[Collected data]
((

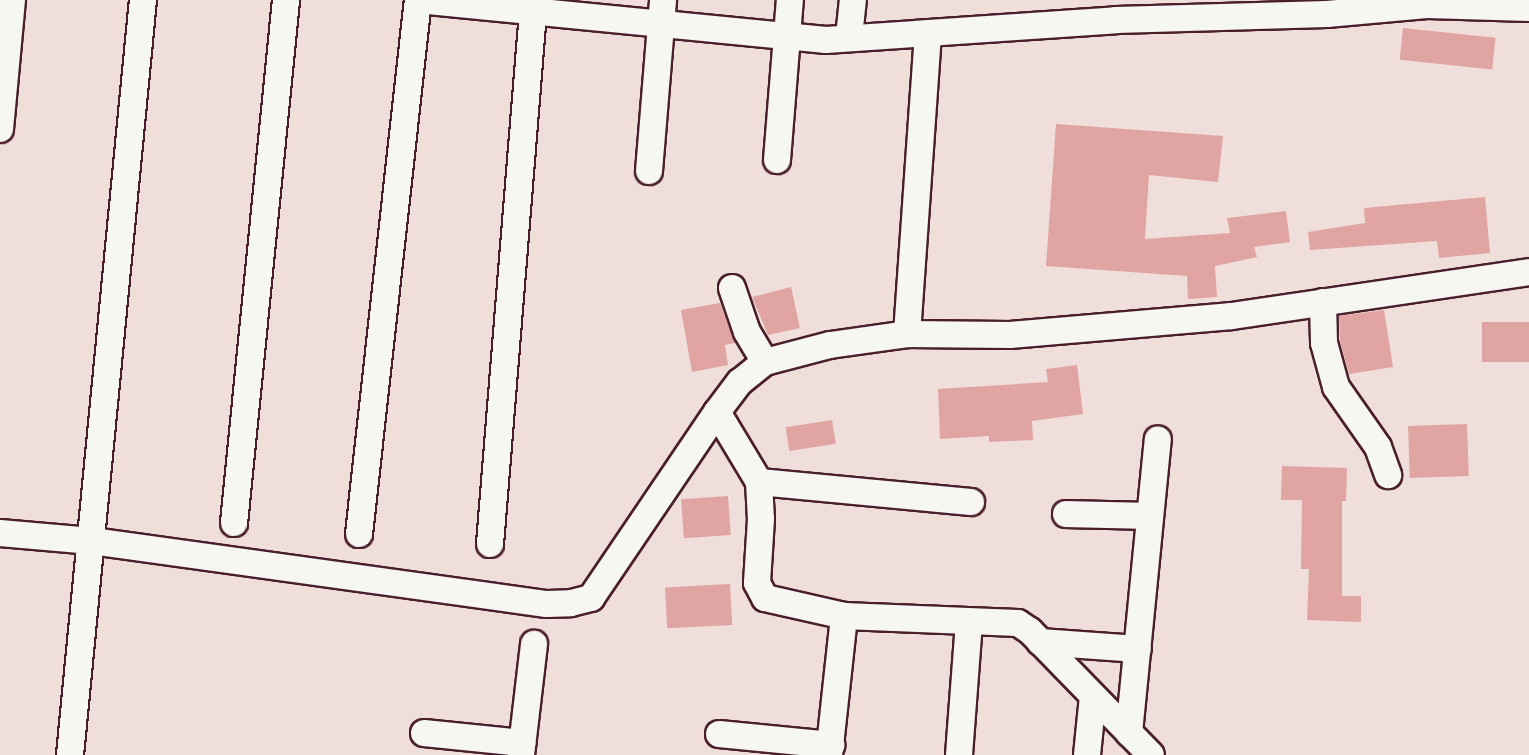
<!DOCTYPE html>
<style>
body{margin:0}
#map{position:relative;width:1529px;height:755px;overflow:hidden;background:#efdeda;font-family:"Gochi Hand",sans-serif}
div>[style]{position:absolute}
.building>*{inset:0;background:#e0a5a2;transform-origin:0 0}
.roads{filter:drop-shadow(2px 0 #4a1f2b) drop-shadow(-2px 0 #4a1f2b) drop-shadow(0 2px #4a1f2b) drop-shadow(0 -2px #4a1f2b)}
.minor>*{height:26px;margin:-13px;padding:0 13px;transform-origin:13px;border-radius:13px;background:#f6f6f2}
span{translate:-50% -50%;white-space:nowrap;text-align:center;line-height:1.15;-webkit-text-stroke:6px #f6f6f2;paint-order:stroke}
</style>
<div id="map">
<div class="building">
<div style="left:1403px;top:28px;width:93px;height:32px;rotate:6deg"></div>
<div style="clip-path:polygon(1056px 124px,1223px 136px,1218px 182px,1149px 175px,1145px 239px,1230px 233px,1227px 218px,1286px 211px,1290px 242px,1254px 247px,1257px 257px,1215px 266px,1217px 297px,1188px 299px,1187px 276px,1046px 266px)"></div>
<div style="clip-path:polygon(1485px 197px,1490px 253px,1439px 258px,1437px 241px,1310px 250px,1308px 232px,1365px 223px,1364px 208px)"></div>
<div style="clip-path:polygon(791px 287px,800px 328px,768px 335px,752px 297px)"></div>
<div style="clip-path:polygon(720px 303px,735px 343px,725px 345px,728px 365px,692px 372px,681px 310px)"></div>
<div style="clip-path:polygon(1384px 310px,1393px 367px,1349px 374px,1340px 341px,1339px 316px)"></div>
<div style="left:1529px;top:322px;width:40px;height:47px;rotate:90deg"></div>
<div style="clip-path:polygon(1077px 365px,1083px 414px,1032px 421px,1033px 440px,989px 442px,989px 436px,940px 439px,938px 389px,1048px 382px,1046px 369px)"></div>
<div style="left:832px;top:420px;width:24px;height:47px;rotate:81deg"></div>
<div style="left:1467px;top:424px;width:52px;height:59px;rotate:88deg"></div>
<div style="clip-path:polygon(1282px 466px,1347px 468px,1346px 501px,1342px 501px,1342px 596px,1361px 596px,1361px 622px,1307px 620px,1309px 569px,1301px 569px,1302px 500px,1281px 500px)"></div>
<div style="left:728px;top:496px;width:39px;height:47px;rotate:86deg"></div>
<div style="left:730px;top:584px;width:41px;height:65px;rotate:87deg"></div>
</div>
<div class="roads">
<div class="minor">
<div style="left:418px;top:0;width:410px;rotate:5.6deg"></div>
<div style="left:826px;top:40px;width:291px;rotate:-3.9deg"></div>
<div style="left:1116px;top:20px;width:211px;rotate:-1.6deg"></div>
<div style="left:1327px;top:14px;width:100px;rotate:-5.1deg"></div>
<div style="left:1427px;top:5px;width:102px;rotate:1.7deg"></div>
<div style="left:849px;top:37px;width:37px;rotate:-84deg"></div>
<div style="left:0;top:129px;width:130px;rotate:-84.7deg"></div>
<div style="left:777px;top:160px;width:161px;rotate:-85.4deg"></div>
<div style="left:649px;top:171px;width:172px;rotate:-85.3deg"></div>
<div style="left:732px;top:288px;width:46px;rotate:71.2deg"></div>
<div style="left:747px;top:332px;width:35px;rotate:59deg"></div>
<div style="left:1323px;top:302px;width:41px;rotate:88.6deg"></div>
<div style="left:1324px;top:343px;width:46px;rotate:74.7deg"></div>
<div style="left:1336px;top:387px;width:73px;rotate:55deg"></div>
<div style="left:1378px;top:447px;width:30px;rotate:70deg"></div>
<div style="left:907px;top:334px;width:300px;rotate:-86deg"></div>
<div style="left:717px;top:412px;width:82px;rotate:59deg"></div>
<div style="left:759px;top:482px;width:37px;rotate:87deg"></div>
<div style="left:761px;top:519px;width:64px;rotate:93.6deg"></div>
<div style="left:757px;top:583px;width:17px;rotate:62deg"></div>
<div style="left:765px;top:598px;width:81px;rotate:12.8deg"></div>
<div style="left:844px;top:616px;width:174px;rotate:2.3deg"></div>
<div style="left:1018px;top:623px;width:14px;rotate:34deg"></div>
<div style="left:1030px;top:631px;width:173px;rotate:45.7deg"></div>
<div style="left:759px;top:482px;width:213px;rotate:5.4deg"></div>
<div style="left:1066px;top:514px;width:84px;rotate:1.4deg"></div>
<div style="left:234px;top:523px;width:526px;rotate:-84.32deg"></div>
<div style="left:0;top:533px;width:92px;rotate:5deg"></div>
<div style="left:92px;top:541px;width:459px;rotate:7.9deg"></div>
<div style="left:547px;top:604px;width:24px;rotate:-2deg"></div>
<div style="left:571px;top:603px;width:21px;rotate:-14deg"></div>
<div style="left:591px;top:598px;width:225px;rotate:-55.9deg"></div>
<div style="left:717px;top:412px;width:38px;rotate:-53deg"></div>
<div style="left:740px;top:382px;width:32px;rotate:-39deg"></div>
<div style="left:765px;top:362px;width:67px;rotate:-14.7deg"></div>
<div style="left:830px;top:345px;width:78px;rotate:-8.1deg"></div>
<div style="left:907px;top:334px;width:103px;rotate:0.6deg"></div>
<div style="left:1010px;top:335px;width:223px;rotate:-4.9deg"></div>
<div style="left:1232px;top:316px;width:300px;rotate:-8.4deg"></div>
<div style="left:359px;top:534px;width:537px;rotate:-83.7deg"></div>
<div style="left:490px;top:544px;width:546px;rotate:-85.38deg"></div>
<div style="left:1040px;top:642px;width:98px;rotate:4.1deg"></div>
<div style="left:424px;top:733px;width:99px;rotate:5.8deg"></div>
<div style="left:1129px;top:733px;width:295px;rotate:-84.4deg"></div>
<div style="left:719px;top:734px;width:113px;rotate:5.6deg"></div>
<div style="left:70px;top:755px;width:759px;rotate:-84.48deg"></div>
<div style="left:521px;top:755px;width:112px;rotate:-83.3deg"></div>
<div style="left:829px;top:755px;width:140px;rotate:-83.8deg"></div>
<div style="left:959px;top:755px;width:133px;rotate:-85.7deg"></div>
<div style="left:1087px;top:755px;width:59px;rotate:-84.2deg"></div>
</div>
</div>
</div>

))

**DESCRIPTION OF THE TASK**
Return exactly the lines of the data, beginning with the first and ending with the line containing "0 #4a1f2b) drop-shadow(-2px". Skip the pictures.

**ANSWER BELOW**
<!DOCTYPE html>
<style>
body{margin:0}
#map{position:relative;width:1529px;height:755px;overflow:hidden;background:#efdeda;font-family:"Gochi Hand",sans-serif}
div>[style]{position:absolute}
.building>*{inset:0;background:#e0a5a2;transform-origin:0 0}
.roads{filter:drop-shadow(2px 0 #4a1f2b) drop-shadow(-2px 0 #4a1f2b) drop-shadow(0 2px #4a1f2b) drop-shadow(0 -2px #4a1f2b)}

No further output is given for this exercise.